The Harrowing

There’s an unwelcome feeling in the pit of Tova’s stomach, the same as the one she had when Merewyn woke her in the night. She can’t help but feel that someone, somewhere, is watching them.

She remembers the stories the grown-ups used to tell when she was young. Stories of the shadow-walkers, creatures that stalk the night, which were said to come when the moon is new, as it is tonight, to steal away children and livestock to eat or sometimes to sacrifice to the Devil. Tova never paid much heed to those tales; it didn’t take her long to work out that they had been made up only to frighten children into behaving. The closer they get to the hall, though, past the churchyard and the empty sheepfold, the surer she becomes. Something’s out there. A shadow-walker, in one form or another.

Enough, she tells herself. You’re letting your imagination get the better of you.

She keeps a tight hold of Winter’s reins as they approach the hall, which is built in the old style, like a boat turned upside down, wider amidships than at bow and stern, the keel arching towards the sky. Like the one at home, until it burned down five years ago and Skalpi had the new one built. Nowhere near as grand, though. It seems a poorer place than Heldeby; at most a dozen families must live here. Or lived. The roof of one of the barns has collapsed in on itself, while the cob is crumbling away, exposing the wattle. Hoes and shovels have been left propped up against walls. Pails stand half-full of murky water.

They come to the yard, which is bounded on one side by the hall and on two others by squat timber-and-thatch buildings that might be storehouses or kitchens or stables. Tova thought that maybe someone might have come out to greet them, if not from the cottages then from the hall itself. But no one does.

‘Where is everyone?’ she whispers as they near the well in the middle of the yard. She feels the need to be quiet, in case whatever it is that’s watching them should also be listening. The wind has died to nothing. Silence hangs everywhere like a shroud.

‘Stay here with the horses,’ Merewyn says.

‘Where are you going?’ Tova calls after her, but Merewyn is already making her way across the yard to the hall door. Taking charge. Her skirt trails in the mud, but she’s too preoccupied to notice or care. She hammers with pale fists upon the oak, calling to whoever’s inside, asking if they’ll offer respite to two weary travellers. When there’s no answer, she shakes the handle, but it won’t budge.

Tova glances around, searching the shadows. Whatever happened here, she decides, it can’t be good. As desperate as she is for food and warmth and rest, suddenly she wants nothing more than to leave, and as soon as possible. Out here in the yard they’re too exposed. Whatever was watching them before is still out there, and she doesn’t like it.
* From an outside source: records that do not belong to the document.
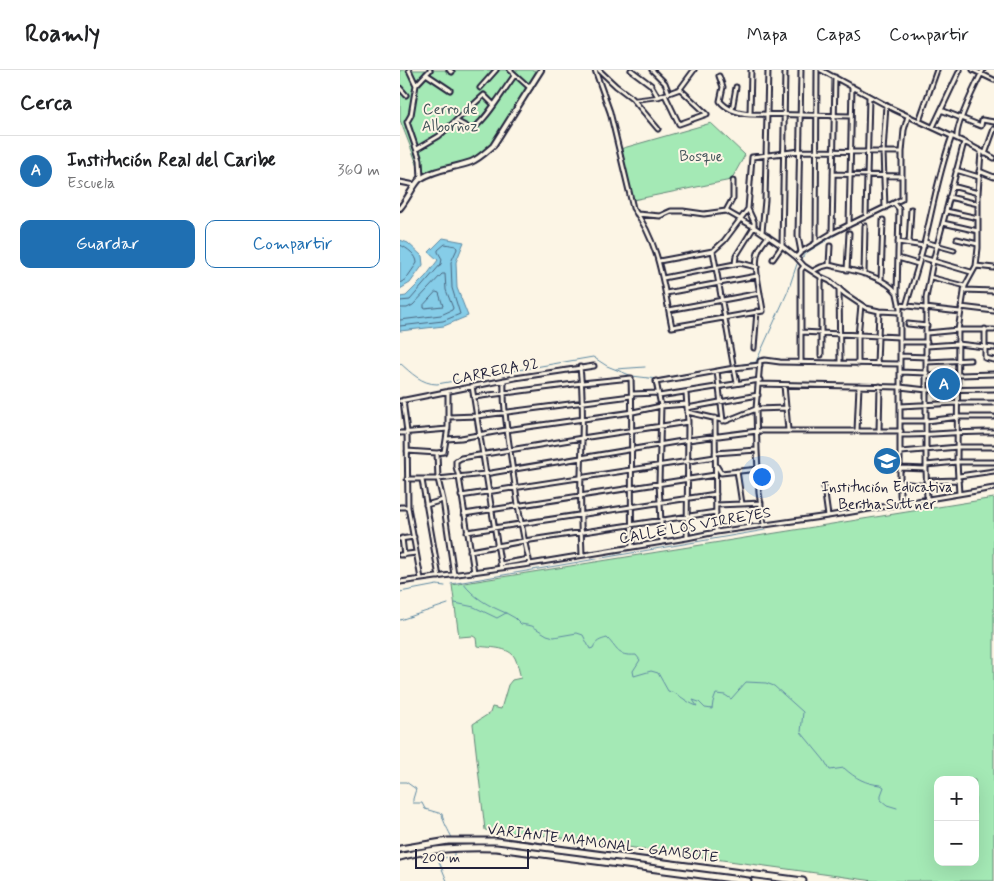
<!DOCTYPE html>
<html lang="es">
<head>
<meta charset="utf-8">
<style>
	body { margin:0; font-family:Mynerve,sans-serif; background:#f2f2f2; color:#202124 }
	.controls { position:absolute; right:15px; bottom:15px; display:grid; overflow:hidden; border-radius:10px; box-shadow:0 5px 20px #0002 }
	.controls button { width:45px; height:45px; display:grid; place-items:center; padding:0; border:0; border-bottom:1px solid #e0e0e0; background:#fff; color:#202124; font:25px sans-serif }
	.scale { position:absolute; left:15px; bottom:12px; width:114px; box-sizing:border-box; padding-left:5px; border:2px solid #22223b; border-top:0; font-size:14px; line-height:18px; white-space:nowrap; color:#22223b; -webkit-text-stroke:4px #fcf5e5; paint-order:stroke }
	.you { position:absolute; left:361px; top:406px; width:18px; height:18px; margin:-12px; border:4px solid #fff; border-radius:50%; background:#1a73e8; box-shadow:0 0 0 8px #1a73e833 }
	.badge { display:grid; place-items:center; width:32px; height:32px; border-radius:50%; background:#1f6fb2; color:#fff; font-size:16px; font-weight:700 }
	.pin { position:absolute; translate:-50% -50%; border:2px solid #fff; box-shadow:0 1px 5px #0006 }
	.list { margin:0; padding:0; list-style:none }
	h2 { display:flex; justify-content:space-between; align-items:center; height:65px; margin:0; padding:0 20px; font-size:21px }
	h2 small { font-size:16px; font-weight:400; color:#757577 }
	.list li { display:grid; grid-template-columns:32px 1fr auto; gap:15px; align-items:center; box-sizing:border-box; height:70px; padding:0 20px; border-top:1px solid #e0e0e0 }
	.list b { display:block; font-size:19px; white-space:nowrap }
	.list p { margin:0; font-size:16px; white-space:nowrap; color:#757577 }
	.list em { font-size:16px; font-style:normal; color:#757577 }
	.actions { display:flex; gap:10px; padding:15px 20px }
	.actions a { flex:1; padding:11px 0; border:1px solid #1f6fb2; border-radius:10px; text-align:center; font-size:18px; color:#1f6fb2 }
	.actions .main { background:#1f6fb2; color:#fff }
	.map { position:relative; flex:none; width:594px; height:811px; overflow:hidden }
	header { display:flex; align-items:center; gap:30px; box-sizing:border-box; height:70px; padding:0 25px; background:#fff; border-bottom:1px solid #e0e0e0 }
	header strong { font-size:24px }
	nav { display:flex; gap:28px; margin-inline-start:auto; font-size:18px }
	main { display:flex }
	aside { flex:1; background:#fff }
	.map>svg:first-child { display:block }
	.green { fill:#a4e9b5; stroke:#638678; fill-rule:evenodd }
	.water { fill:#86cde8; stroke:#5e89a3 }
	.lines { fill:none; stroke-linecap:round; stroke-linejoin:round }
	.shore { stroke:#4a6680; stroke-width:1 }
	.stream { stroke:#5e89a3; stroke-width:1 }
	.pedestrian-casing { stroke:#22223b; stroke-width:6 }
	.minor-casing { stroke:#22223b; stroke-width:7 }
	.tertiary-casing { stroke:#22223b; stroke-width:8 }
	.trunk-casing { stroke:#22223b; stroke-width:9 }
	.pedestrian { stroke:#fcf5e5; stroke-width:2.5 }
	.minor { stroke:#fcf5e5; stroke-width:3 }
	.tertiary { stroke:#fcf5e5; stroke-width:4 }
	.trunk { stroke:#fcf5e5; stroke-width:5 }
	.labels { text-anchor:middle; stroke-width:4; stroke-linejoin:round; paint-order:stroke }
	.park-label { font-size:15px; fill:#42545a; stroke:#fcf5e5 }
	.street-label { font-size:15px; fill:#22223b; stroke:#fcf5e5 }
	.poi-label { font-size:15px; fill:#22223b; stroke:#fcf5e5 }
</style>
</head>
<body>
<header>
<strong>Roamly</strong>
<nav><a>Mapa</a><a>Capas</a><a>Compartir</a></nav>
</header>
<main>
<aside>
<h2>Cerca<small></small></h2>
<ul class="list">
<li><span class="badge">A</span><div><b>Institución Real del Caribe</b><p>Escuela</p></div><em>360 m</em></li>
</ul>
<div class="actions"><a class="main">Guardar</a><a>Compartir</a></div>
</aside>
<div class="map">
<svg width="594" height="811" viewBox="0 0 594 811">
	<rect width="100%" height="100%" fill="#fcf5e5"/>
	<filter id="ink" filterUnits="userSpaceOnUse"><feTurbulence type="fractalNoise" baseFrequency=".02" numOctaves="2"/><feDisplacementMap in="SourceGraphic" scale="10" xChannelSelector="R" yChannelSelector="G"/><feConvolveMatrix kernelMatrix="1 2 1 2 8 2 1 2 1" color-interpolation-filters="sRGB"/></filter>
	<g filter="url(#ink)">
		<path class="green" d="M0,0h142c-17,26 -36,67 -61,86 -15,10 -41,15 -59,21l-22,-57z
			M311,53l34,32 -14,25 -98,20 -13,-51z
			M594,428v383h-120l-326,-45 -63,-6 -12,-106 17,-11 2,-6 9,2 7,-24 4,-5 9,-2c-2,-6 -3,-14 -6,-20 -6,-12 -27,-10 -38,-12l-1,-8 -3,-2 -14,1 -7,-52zM538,710h37v82h-37z"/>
		<path class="water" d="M43,168l21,4 -8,20 1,26 11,28 -24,10 -44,5v-34l6,-1 20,-20 12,-16 -9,-8z
			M0,170l8,3 14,13 1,9 -13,18 -10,6z"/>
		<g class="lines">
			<path class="shore" d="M0,175c7,3 17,10 17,18l-11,16 -6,4
				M36,222l3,1 4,13 -19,2v-3z
				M0,231l10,-1 31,-36 1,-5 -4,-7v-2l7,-6 11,2 1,3 -6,13 1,26 8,26 -17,7 -43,5
				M0,238h7l6,-3 29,-31h3l1,16 7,18 -1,2 -11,5 -41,5"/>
			<path class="stream" d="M0,293c11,10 22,21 37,21l156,-27 14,9 25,10 25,3 99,-17 32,-71 9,-27 9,-11 39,-24 49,-23
				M216,299l29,-2
				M63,513c11,15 26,23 43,30
				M51,514l314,-54
				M0,522l37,-7 8,1
				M55,533l19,4 23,11 9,-5 9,5 6,6 11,2 15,9 7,2 23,-4 6,2 7,14 3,-1c3,-7 7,-8 14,-10 12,12 9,18 29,17l4,5 -7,11 1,5 17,-5 7,2 10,18c11,2 17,11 29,15l-4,-6 6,2 6,6 7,1 1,-7 3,-8 9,1 6,4 15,-17 20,1 8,3 29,26 -2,20 23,28 6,10 14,-2c11,10 22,16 37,17l3,2 -3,8v5l6,5 10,3
				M0,550l48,-16
				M0,712h6l10,7 -3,10v4h9l3,6 17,5c1,8 7,17 10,24
				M47,811l-9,-22 16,-3v-3"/>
			<defs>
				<path id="pedestrian" d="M234,30l24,-3
					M530,207l35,9"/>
				<path id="minor" d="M9,0l7,15
					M49,0l3,2
					M110,0l20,18
					M195,0l15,42 23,96c27,36 30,76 39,119l91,-16c-2,-16 -11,-47 -4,-61 2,-5 6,-9 9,-14
					M199,0l17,16 16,12 26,31
					M231,0l20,15 7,12 22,-8 14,-19
					M252,0l13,13 4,10
					M421,0l72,39 71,33 30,16
					M573,0l21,10
					M26,4l24,16
					M319,6l4,11 -3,14c7,9 19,12 30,13l101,2
					M0,18l6,7
					M80,18l16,-18
					M265,25l14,29 28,-10 -27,-25
					M332,40l4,-23
					M541,40l40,16 1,-6 12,2
					M350,44l1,-44
					M56,51l15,8c12,-3 35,-43 44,-54
					M519,51l18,-51
					M533,57l27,-57
					M557,68c-2,-12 20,-56 26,-68
					M17,79l22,-13 45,-41 9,9
					M585,84l9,-25
					M556,100l23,7
					M579,101l15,6
					M433,104l68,2
					M21,108l-1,-18 -13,-38 4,-7 5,-30 14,-15
					M0,112l15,3
					M552,116l26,7
					M549,127l29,7
					M494,133l5,6 -2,85 3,14v187l2,9
					M485,138l-2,-56 3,-47
					M326,141l7,-13v-17
					M546,141l32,7
					M237,144l23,2 11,-5h12l21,3 22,-3 28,16 28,19 14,11 8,9 17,11 9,4 15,13 21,14 13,3 21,1
					M466,146l3,-119
					M543,153l35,8
					M449,155l3,-139
					M362,162l3,-32 3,-130
					M432,163l3,-156
					M557,169l21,5
					M416,172l1,-172
					M498,172l26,4
					M525,172l29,8
					M509,173l2,-34
					M313,181l20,113
					M401,182l31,-19 70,-34v-47l2,-22 4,-14
					M396,187l5,-5 -3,-16 3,-166
					M520,187l51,15
					M498,188l20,6
					M373,189l9,-13 3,-176
					M259,191l54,-10 11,-10 24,-32
					M335,194l1,-8 18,-29v-5l-6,-13 4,-52 48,-6 102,1
					M429,195l1,-19
					M576,196l18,2
					M447,200l2,-37
					M413,201l8,-4 8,-2c20,5 55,10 68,28
					M464,204l1,-48
					M421,207v78
					M263,208l77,-15 17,4
					M481,210l2,-60
					M439,218l1,75
					M564,220l30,1
					M266,223l91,-17
					M499,235l61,7
					M506,236c6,-21 13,-41 18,-62 9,-37 15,-73 28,-108
					M561,237l33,4
					M269,240l91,-17
					M508,254l19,2
					M585,259v29l9,2
					M401,262l98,5
					M527,263l31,-3h36
					M500,272h27
					M527,276l31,-2 36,4
					M354,278l3,-37
					M500,286l27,1
					M401,292v-92l3,-4
					M527,292l43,-2
					M458,294v-28l3,-31
					M477,294l2,-53
					M180,297c4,36 2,72 1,107 -1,27 0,54 1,81
					M334,298l3,15
					M317,301l6,50
					M500,302l27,1
					M527,306l67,-2
					M104,310c-1,29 4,56 8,85 5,33 9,66 18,99
					M256,311l5,25 -2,77 3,59
					M256,312l78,-14 26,-3
					M358,314l142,3 27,3 67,-1
					M384,315l4,45
					M72,316l29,182
					M286,323l2,29 -1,116
					M232,324l26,-1
					M259,326l101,-16
					M74,327l108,-14 49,-5c2,57 -1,113 1,169
					M3,330l4,32 1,75 13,72
					M0,331l115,-23 79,-12
					M501,336l57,-3h36
					M287,338l71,-13
					M287,342l39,9 30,-12 31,-1
					M49,347l28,-1 154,-20
					M315,348l1,114
					M501,351h26l32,-4h35
					M457,361l2,-45
					M479,361l1,-45
					M0,363l48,-4
					M501,365c31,0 62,-4 93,-3
					M47,369l14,-1 45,-8 127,-18 28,-6 26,-2
					M7,381l30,2 7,-1 4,-25v-36
					M501,382l57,-5h36
					M37,383l1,26 5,21 11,75
					M315,383l42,-3
					M316,395l5,8 38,-4
					M526,395l31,-3h37
					M501,398l25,1
					M337,401l5,33 19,-1
					M559,406l35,-5
					M7,409h31l47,-5 203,-34 69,-9h144
					M22,410l17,97
					M526,411l33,-1
					M500,413l27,3
					M424,417l4,29
					M559,424l-2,-32 1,-132 7,-44 11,-20 2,-18v-55l3,-41
					M61,426l254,-39
					M527,429l-1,-30v-171l7,-37 31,-119
					M26,435l17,-5
					M316,435l26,-1
					M0,437h8
					M64,444l251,-39
					M364,454l-5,-31 -2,-43 -1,-41 4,-48 5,-1 15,2 120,2
					M67,462l249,-38
					M2,468l2,17
					M0,469l14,-2
					M70,481l54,-10 192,-29
					M0,485l16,-2
					M100,494l29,-5
					M74,502l-15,-95 -3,-10v-6l5,-3 121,-20 106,-16
					M0,512l130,-18 157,-26 29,-6 112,-16 166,-28"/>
				<path id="tertiary" d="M0,138c7,-8 14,-24 20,-29 15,-10 34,-11 51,-17 8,-3 15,-10 22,-16l48,-76"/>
				<path id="trunk" d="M0,779l48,-8h49l306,40
					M0,787c31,-9 63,-10 96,-9l252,33"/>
			</defs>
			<use href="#pedestrian" class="pedestrian-casing"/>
			<use href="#minor" class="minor-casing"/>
			<use href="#tertiary" class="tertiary-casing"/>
			<use href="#trunk" class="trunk-casing"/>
			<use href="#pedestrian" class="pedestrian"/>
			<use href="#minor" class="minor"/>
			<use href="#tertiary" class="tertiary"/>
			<use href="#trunk" class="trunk"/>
		</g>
	</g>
	<defs>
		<symbol id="school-disc" viewBox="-11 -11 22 22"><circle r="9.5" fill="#1f6fb2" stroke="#fcf5e5"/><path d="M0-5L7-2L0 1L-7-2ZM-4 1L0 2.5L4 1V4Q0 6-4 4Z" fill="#fff"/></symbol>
	</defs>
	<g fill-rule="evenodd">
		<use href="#school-disc" x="471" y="375" width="32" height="32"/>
	</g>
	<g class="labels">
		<g class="park-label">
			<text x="50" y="44">Cerro de<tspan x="50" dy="17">Albornoz</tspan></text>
			<text x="301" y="91">Bosque</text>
		</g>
		<g class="street-label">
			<text transform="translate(95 301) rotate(-11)" y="5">CARRERA 92</text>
			<text transform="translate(295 455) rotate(-10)" y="5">CALLE LOS VIRREYES</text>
			<text transform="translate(203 773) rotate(7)" y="5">VARIANTE MAMONAL - GAMBOTE</text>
		</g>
		<g class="poi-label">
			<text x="487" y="422">Institución Educativa<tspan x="487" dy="17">Bertha Suttner</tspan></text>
		</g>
	</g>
</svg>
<div class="controls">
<button>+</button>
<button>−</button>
</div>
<div class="scale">200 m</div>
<div class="you"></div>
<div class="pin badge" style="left:544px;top:314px">A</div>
</div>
</main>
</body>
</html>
She’s about to call out to Merewyn, to ask if they can go, when she hears the laughter.

Laughter, and voices.

She stands as still as ice, hardly daring to breathe. There are people here after all. Not just one or two, but more like four or five or six. All men by the sound of it, somewhere beyond the outbuildings that ring the yard.

?lfric and Ketil, Tova thinks. They’ve been tracking us all day, and now they’ve found us.

Then she realises the voices are coming from the other direction: from the north and west. So it can’t be them. Then who? Some of the villagers whose home this is returning from wherever they’ve been?

They’re coming closer. She can hear them muttering to one another and sniggering, as if sharing a joke. She can make out the jangle of harnesses, faint but unmistakable. That, and the clink of mail.

Not just any men. Warriors.

She looks about for her lady. Merewyn’s nowhere in sight, but Tova doesn’t dare call out.

They need to hide, and quickly. If they’re discovered, they’ll be entirely at the mercy of these men, whoever they are.

Taking hold of the horses’ reins, she tries to lead them away from the well. Behind the hall, she thinks; they’ll be out of sight there. Winter follows without complaining, but Merewyn’s palfrey is as wilful as her owner and won’t move an inch.

Please, Tova beseeches the creature as it tosses its head and shies away. Don’t play these games with me. Not now.

The more she fights with it, the more determined it grows. It has travelled far enough already, it’s decided, and will go no further.

‘Tova!’

She glances across the yard, sees Merewyn’s face pale in the moonlight, peering out from behind the door of one of the many sheds and storehouses. Her eyes are wide, frantic, as she beckons Tova.

But the horses, she thinks.

At any moment the men will appear; she can hear them just beyond the low barn opposite the hall. She doesn’t have much time. One lets out a guffaw that splits the night like a roll of thunder. Her throat is dry, her breath sticks in her chest and her feet are rooted where she stands.